Second, 95% true positive rate is impressive for a single measure, BUT we must also consider the false positive rate, and we have to consider the resource cost necessary to achieve this number. Frankly, doing this inside SpamAssassin is very inefficient -- this is a function that can be handled either in the firewall or in the MTA, or perhaps in a combination of the two. There's really no need to invoke something as heavyweight, slow and complex as SA. (Nor is this desirable: the more complex the anti-spam architecture, the more difficult it is to tune properly and the more susceptible it is to gaming.)
Here's the TL;DR version: if a host passive-OS-fingerprints as Windows then it's suspect. If it does that AND (lacks rDNS OR has generic rDNS) it's a bot.
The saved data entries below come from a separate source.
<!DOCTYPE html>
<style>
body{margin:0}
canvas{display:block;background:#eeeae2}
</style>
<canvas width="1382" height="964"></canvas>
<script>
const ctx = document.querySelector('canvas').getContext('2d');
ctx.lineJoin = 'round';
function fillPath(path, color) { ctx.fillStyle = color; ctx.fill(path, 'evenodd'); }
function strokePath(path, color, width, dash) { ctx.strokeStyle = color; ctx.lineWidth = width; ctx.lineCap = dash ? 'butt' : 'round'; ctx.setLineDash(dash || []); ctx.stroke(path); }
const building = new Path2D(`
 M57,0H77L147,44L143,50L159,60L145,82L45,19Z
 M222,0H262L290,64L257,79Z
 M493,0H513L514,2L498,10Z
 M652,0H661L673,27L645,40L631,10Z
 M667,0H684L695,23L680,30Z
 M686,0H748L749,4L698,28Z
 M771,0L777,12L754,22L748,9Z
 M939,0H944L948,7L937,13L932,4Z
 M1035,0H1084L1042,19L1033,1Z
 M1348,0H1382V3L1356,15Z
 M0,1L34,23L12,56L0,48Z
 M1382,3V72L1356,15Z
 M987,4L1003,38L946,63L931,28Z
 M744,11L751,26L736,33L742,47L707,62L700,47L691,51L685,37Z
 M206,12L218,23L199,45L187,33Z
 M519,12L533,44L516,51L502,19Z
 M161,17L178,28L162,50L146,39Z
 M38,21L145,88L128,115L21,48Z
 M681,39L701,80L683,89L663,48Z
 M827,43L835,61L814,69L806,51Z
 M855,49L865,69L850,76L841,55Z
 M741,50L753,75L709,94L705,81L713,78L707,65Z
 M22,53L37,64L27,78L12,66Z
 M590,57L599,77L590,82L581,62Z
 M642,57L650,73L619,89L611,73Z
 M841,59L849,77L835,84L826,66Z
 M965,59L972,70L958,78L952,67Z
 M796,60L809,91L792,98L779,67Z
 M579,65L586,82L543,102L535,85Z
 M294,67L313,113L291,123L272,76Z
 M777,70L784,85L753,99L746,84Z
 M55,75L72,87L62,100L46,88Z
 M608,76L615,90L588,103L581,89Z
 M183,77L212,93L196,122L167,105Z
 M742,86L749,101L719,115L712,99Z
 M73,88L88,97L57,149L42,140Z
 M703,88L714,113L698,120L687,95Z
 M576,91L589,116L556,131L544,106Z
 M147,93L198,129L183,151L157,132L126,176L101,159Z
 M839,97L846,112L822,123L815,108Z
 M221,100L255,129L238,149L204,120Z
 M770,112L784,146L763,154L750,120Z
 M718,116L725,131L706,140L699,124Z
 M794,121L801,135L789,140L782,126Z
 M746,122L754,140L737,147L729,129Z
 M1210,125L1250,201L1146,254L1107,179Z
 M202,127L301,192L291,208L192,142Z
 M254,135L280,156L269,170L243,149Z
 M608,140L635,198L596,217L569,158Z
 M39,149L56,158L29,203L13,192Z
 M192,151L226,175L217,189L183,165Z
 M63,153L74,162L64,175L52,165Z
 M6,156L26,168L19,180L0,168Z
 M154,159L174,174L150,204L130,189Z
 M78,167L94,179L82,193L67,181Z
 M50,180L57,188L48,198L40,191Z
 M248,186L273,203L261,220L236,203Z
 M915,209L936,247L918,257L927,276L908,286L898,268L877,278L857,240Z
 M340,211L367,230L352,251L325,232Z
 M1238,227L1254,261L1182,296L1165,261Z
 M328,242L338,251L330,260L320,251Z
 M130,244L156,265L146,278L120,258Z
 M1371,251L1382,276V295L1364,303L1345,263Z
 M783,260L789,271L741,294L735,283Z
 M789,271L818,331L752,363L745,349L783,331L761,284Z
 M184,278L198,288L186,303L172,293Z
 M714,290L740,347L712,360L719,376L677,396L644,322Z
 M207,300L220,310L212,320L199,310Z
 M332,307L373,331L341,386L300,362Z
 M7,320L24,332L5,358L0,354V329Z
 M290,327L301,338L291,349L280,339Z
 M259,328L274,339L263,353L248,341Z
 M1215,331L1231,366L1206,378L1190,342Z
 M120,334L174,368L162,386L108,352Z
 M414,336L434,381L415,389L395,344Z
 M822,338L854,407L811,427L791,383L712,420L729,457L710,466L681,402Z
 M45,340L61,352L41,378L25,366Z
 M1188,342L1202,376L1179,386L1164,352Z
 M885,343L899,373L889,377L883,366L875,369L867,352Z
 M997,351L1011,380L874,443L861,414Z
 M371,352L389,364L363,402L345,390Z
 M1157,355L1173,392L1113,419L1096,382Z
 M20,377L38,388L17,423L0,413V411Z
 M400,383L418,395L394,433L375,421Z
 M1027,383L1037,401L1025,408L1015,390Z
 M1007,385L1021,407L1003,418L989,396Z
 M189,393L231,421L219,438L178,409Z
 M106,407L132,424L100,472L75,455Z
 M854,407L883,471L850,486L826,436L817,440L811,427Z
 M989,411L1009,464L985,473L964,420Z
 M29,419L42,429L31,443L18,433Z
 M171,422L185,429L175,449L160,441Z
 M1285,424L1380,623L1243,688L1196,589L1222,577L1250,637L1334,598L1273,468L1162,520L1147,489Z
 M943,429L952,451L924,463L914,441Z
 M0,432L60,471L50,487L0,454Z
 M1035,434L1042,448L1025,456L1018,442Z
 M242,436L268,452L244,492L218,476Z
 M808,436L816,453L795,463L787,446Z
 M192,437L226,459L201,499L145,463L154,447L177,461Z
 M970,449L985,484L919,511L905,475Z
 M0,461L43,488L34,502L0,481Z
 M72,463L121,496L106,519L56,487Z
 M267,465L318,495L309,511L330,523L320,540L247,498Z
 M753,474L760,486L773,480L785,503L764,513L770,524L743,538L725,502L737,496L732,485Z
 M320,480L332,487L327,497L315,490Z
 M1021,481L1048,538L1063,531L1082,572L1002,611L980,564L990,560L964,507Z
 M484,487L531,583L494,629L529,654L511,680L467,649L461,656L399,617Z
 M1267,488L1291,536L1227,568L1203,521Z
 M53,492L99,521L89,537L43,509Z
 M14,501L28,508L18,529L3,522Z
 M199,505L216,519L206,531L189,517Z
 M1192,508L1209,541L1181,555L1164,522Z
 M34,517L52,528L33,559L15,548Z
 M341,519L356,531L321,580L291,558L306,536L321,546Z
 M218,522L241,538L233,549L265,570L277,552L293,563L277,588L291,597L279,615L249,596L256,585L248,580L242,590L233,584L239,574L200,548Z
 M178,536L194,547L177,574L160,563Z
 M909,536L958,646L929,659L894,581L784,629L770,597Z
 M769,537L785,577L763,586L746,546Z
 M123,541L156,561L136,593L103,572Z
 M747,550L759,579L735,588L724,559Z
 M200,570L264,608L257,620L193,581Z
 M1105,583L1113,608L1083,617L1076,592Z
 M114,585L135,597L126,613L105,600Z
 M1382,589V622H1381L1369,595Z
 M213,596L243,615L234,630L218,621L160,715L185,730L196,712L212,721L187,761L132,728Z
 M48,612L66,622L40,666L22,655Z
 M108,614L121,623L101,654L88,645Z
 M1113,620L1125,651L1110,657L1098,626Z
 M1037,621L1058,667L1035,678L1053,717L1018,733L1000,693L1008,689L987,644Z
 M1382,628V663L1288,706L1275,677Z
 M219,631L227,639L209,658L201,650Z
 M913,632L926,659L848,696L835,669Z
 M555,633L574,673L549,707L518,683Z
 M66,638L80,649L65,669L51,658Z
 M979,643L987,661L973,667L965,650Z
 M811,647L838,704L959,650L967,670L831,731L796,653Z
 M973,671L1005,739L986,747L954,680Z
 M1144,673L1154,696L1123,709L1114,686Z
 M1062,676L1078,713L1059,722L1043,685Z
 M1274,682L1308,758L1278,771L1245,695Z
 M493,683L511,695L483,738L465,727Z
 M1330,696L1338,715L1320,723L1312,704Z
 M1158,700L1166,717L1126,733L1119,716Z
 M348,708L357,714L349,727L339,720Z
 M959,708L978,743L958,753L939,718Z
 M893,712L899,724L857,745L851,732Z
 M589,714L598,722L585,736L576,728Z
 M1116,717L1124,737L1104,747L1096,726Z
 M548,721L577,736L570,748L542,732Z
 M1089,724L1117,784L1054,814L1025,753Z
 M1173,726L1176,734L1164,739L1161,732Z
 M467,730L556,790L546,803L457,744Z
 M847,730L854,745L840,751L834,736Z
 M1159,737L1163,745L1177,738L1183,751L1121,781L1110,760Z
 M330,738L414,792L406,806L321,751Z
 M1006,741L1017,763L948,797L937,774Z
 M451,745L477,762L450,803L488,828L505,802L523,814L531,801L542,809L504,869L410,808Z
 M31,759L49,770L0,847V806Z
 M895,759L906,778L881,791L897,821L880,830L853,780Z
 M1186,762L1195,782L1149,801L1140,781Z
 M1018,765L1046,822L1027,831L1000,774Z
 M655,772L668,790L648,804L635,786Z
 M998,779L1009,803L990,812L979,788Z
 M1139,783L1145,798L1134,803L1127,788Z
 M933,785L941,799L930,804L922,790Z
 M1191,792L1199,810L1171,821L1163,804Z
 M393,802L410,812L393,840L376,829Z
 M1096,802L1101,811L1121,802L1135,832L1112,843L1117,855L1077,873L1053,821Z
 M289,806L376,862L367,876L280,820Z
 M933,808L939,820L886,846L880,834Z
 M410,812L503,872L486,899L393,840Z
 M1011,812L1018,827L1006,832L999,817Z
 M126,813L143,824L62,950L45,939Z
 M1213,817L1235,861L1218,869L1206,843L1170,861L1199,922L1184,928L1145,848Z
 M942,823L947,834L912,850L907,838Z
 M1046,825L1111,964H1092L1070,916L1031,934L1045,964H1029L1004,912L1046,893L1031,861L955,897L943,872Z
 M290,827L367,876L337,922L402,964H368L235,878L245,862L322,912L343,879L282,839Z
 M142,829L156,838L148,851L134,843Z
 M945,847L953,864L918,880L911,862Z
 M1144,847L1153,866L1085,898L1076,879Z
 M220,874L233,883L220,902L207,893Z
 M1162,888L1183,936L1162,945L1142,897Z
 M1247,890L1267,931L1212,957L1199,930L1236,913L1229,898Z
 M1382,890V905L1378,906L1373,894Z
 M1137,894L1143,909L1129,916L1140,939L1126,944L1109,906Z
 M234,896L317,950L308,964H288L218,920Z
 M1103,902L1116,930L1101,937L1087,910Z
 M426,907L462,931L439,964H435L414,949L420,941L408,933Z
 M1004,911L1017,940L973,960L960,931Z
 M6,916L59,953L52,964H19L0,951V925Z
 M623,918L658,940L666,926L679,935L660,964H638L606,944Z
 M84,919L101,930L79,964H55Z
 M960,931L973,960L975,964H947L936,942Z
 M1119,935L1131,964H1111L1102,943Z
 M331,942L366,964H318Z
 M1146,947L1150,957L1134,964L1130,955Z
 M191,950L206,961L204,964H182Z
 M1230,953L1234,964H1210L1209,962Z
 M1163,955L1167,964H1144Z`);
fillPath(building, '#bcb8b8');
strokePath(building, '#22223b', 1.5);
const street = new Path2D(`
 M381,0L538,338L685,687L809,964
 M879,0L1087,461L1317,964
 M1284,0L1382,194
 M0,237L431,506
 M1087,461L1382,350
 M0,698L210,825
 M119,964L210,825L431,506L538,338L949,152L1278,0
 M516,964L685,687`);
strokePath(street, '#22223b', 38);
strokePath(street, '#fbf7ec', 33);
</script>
of all spam comes from dynamic addresses. Their method (95%) is worse than simply rejecting all email from dynamic IP's. I find greylisting dynamics for 36 hours and statics for an hour filters over 99% of spam. If one gets thru, I just blacklist the IP.
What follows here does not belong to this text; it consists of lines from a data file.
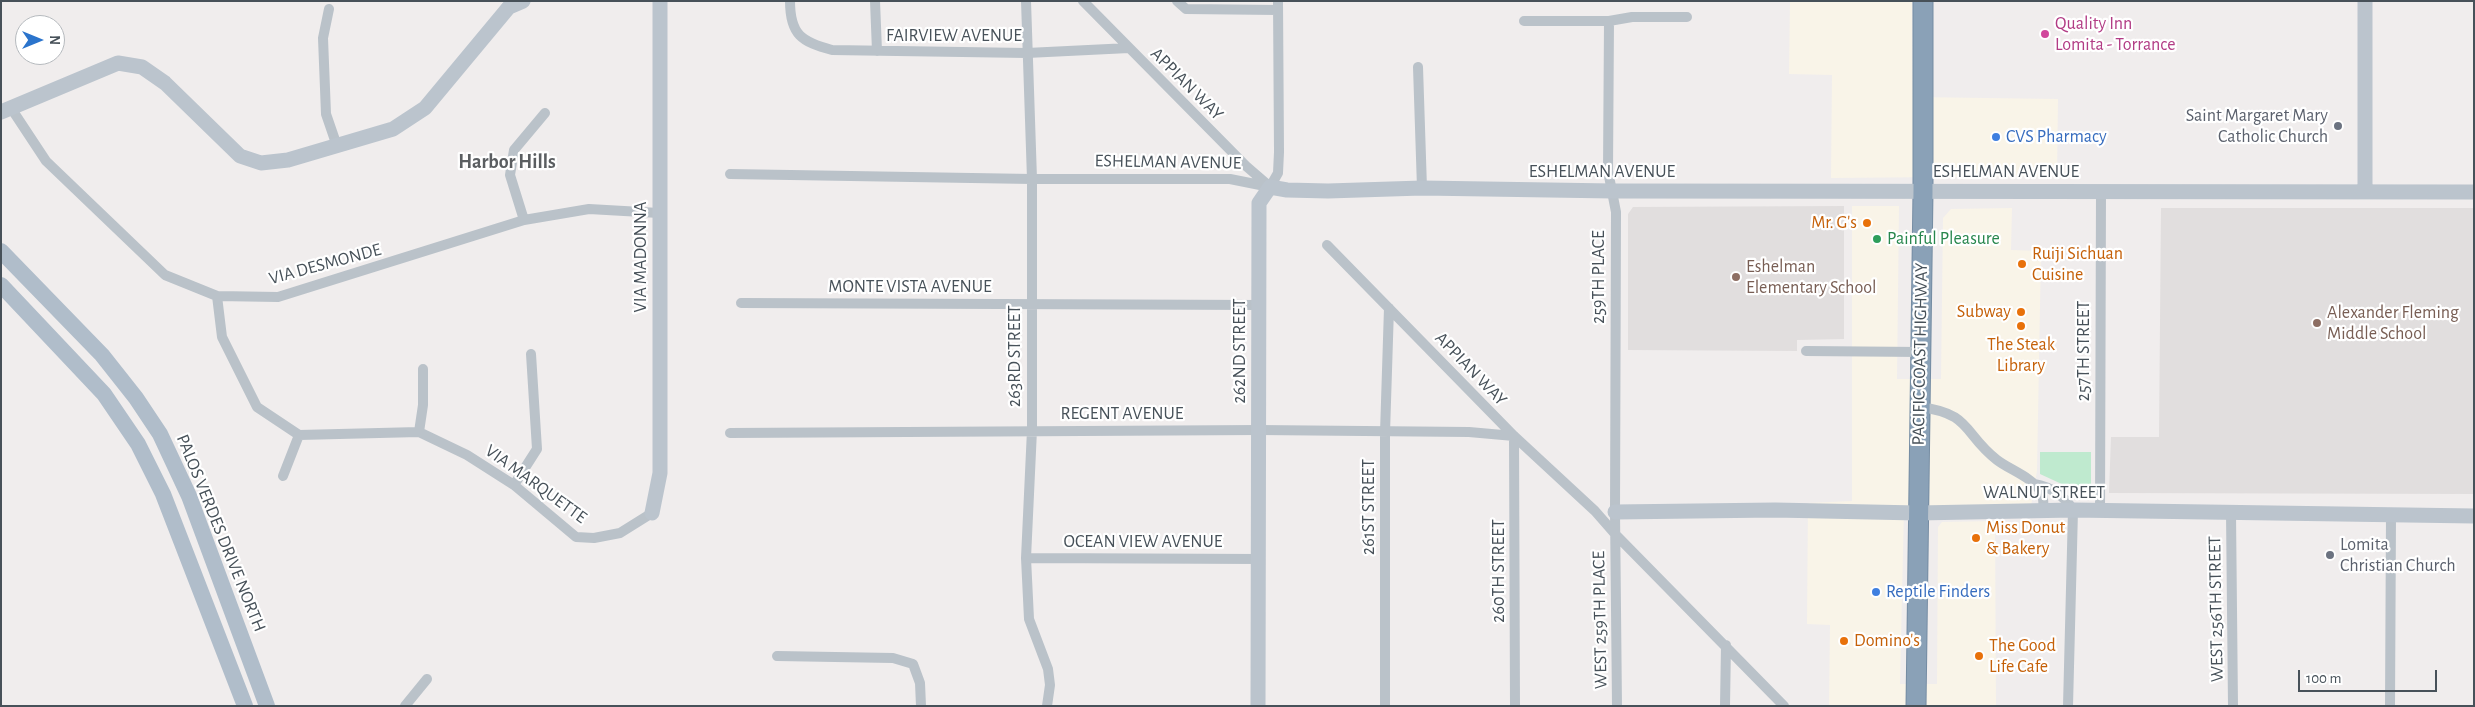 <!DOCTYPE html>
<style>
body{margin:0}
#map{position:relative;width:2475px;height:707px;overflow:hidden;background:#f0eded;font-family:"Alegreya Sans",sans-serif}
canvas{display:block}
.frame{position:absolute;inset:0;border:2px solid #475159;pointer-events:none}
.north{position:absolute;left:15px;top:15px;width:50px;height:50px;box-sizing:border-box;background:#fff;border:1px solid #b5b9bd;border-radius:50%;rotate:90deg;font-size:14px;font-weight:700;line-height:20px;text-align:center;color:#475159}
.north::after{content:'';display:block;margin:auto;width:18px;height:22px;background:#2b74cc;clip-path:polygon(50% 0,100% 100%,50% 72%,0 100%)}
.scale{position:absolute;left:2298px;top:670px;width:139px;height:22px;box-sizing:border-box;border:2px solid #475159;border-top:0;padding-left:6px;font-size:15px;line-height:18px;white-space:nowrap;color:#475159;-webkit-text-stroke:4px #fff;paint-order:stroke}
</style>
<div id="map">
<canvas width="2475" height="707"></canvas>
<div class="frame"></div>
<div class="north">N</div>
<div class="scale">100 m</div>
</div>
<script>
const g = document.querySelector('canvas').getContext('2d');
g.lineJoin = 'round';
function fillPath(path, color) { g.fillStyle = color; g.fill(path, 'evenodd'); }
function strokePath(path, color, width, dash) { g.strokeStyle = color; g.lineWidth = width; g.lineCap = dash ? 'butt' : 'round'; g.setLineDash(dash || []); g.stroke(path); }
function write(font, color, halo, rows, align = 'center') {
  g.font = font + ' "Alegreya Sans",sans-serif'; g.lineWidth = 4.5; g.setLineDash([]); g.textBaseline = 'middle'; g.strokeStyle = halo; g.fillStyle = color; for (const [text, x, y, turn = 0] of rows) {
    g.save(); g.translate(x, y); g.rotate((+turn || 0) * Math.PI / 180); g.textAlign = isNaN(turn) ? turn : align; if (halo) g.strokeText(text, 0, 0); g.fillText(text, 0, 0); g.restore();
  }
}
const commercial = new Path2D(`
 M1790,1H1912L1913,97L2058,99L2057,176L1831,178L1832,75L1789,74Z
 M1852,206H1899L1897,379H1941L1943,218L1951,209L2012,208L2011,250L2041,251L2037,471L2031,506L1904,507L1900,684H1937L1938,527L1942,522L1995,521L1996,706H1829L1830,625L1807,624L1808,503L1852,501Z`);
const education = new Path2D(`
 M1844,206V339L1797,340V351L1628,350V214L1633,207Z
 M2161,208H2474V494L2109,493L2111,437H2159Z`);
const green = new Path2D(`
 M2040,452H2091V485L2089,490L2079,492L2040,474Z`);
const street = new Path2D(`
 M790,1C790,35 802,42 832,50L1027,53L1129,48
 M875,1L877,51
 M1026,1L1032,179V430L1026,558L1029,619L1048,669L1050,685L1047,706
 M1083,1L1246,166L1268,185
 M1177,1L1186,9L1278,10
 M329,9L323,38L326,114L337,146
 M1524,21H1609L1632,17H1687
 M1609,21L1608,171L1616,212L1615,512L1617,706
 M1418,67L1422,188
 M11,108L46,161L165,275L217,296L278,297L524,220L589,209L659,213
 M730,174L1032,179H1230L1270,187
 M1270,187L1278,173L1279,152L1278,1
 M524,220L510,175L514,150L545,113
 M1327,245L1514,436L1595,511L1616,535L1784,706
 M217,296L222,337L257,407L299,435L419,432L467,455L514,485L576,537L594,538L620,533L652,513
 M741,303L1259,305
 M1806,351L1920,352
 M1919,407C1972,413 1963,434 1997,460C2010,470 2032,477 2041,492C2044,496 2043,505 2044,511
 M419,432L423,405V369
 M730,433L1259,430L1469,432L1514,436L1515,706
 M283,476L299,435
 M2034,484C2051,487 2064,495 2073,510L2068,706
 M514,485L537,449L531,354
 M2100,511L2101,191
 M2231,513L2233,706
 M1026,558L1259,559
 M777,656L893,658L913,664L920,683L921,706
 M405,706L427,679
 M1385,706V433L1389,308
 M1725,706L1726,645
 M2390,706L2391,515`);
const secondary = new Path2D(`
 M1,112L118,63L142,67L165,83L240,156L261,163L288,160L393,129L425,108L509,7L523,1
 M2365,192V1
 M1615,512L1775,510L1918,513L2073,510L2474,516
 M652,513L660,473V1
 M1258,706L1259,203L1270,187L1287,190L1328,191L1422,188L1613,191L2474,192`);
const primary = new Path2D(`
 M1,251L102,355L136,398L160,434L189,496L267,706
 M1,285L104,394L138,444L163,494L245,706`);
const highway = new Path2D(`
 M1916,706L1923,191V1`);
const markers = [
 [2045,34,5,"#d1479c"],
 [2338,126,5,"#6b7280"],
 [1996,137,5,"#3f7fe0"],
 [1867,223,5,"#e8710a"],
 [1877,239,5,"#2e9e5b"],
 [2022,264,5,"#e8710a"],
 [1736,277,5,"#8d6e63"],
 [2021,312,5,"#e8710a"],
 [2317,323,5,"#8d6e63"],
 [2021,326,5,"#e8710a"],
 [1976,538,5,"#e8710a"],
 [2330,555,5,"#6b7280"],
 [1876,592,5,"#3f7fe0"],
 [1844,641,5,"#e8710a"],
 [1979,656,5,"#e8710a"]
];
const hotelNames = [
 ["Quality Inn",2055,24],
 ["Lomita - Torrance",2055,45]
];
const streetNames = [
 ["FAIRVIEW AVENUE",954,36],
 ["APPIAN WAY",1187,84,45],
 ["ESHELMAN AVENUE",1168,162,1],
 ["ESHELMAN AVENUE",1602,172],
 ["ESHELMAN AVENUE",2006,172],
 ["VIA MADONNA",641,257,-90],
 ["VIA DESMONDE",325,264,-15],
 ["259TH PLACE",1599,277,-90],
 ["MONTE VISTA AVENUE",910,287],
 ["262ND STREET",1240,351,-90],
 ["257TH STREET",2084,351,-90],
 ["PACIFIC COAST HIGHWAY",1920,354,-89],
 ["263RD STREET",1015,356,-90],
 ["APPIAN WAY",1471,369,46],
 ["REGENT AVENUE",1122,414],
 ["VIA MARQUETTE",536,484,36],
 ["WALNUT STREET",2044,493],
 ["261ST STREET",1369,507,-90],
 ["PALOS VERDES DRIVE NORTH",221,533,68],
 ["OCEAN VIEW AVENUE",1143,542],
 ["260TH STREET",1499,571,-90],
 ["WEST 256TH STREET",2216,609,-91],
 ["WEST 259TH PLACE",1600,620,-91]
];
const worshipNames = [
 ["Saint Margaret Mary",2328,116],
 ["Catholic Church",2328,137],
 ["Lomita",2340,545,"left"],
 ["Christian Church",2340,566,"left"]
];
const shopNames = [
 ["CVS Pharmacy",2006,137],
 ["Reptile Finders",1886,592]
];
const foodNames = [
 ["Mr. G's",1857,223,"right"],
 ["Ruiji Sichuan",2032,254],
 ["Cuisine",2032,275],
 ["Subway",2011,312,"right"],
 ["The Steak",2021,345,"center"],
 ["Library",2021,366,"center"],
 ["Miss Donut",1986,528],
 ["& Bakery",1986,549],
 ["Domino's",1854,641],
 ["The Good",1989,646],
 ["Life Cafe",1989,667]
];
const leisureNames = [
 ["Painful Pleasure",1887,239]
];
const educationNames = [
 ["Eshelman",1746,267],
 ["Elementary School",1746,288],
 ["Alexander Fleming",2327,313],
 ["Middle School",2327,334]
];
const quarterNames = [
 ["Harbor Hills",507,162]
];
fillPath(commercial, '#f9f4e8');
fillPath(education, '#e1dede');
fillPath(green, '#bfeacf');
strokePath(highway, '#758ca3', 21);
strokePath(street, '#bac2c9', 10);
strokePath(secondary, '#bbc4cd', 15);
strokePath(primary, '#b0bdca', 16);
strokePath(highway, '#8aa1b7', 19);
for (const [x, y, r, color] of markers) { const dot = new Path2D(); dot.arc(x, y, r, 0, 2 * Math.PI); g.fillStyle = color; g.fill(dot); strokePath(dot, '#fff', 2); }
write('18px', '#b23c85', '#fff', hotelNames, 'left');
write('18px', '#475159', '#fff', streetNames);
write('18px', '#5b616d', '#fff', worshipNames, 'right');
write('18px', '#366cbe', '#fff', shopNames, 'left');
write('18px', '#c56008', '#fff', foodNames, 'left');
write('18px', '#27864d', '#fff', leisureNames, 'left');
write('18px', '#785e54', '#fff', educationNames, 'left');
write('bold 20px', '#5b5e61', '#fff', quarterNames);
</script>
I've been doing this for years.
I use p0f to detect connections coming from windows and greylist them. Very little genuine mail comes from windows based mail servers.
I find there is little point greylisting mail from unix machines as very little spam comes from them.
So basically to identify a spambot, you have to look at the network traffic?
Hmm, that's interesting. What else would there be to look at?
What I do is detecting these SMTP and TCP level characteristics of senders in the MTA, and then writing an X- header in the received message with the characteristics found during the transfer.
This header is then evaluated by SpamAssassin to assign spampoints to the received message.
The advantage is that faults in the sender's SMTP implementation do not immediately lead to hard blocks, but can be valued together with other characteristics of the message.
It also means the message ultimately ends up in the spam folder instead of being rejected. Over time, it has become clear to me that no matter how spammy a message may appear to be, it can always be that valuable message that the boss really wanted to receive.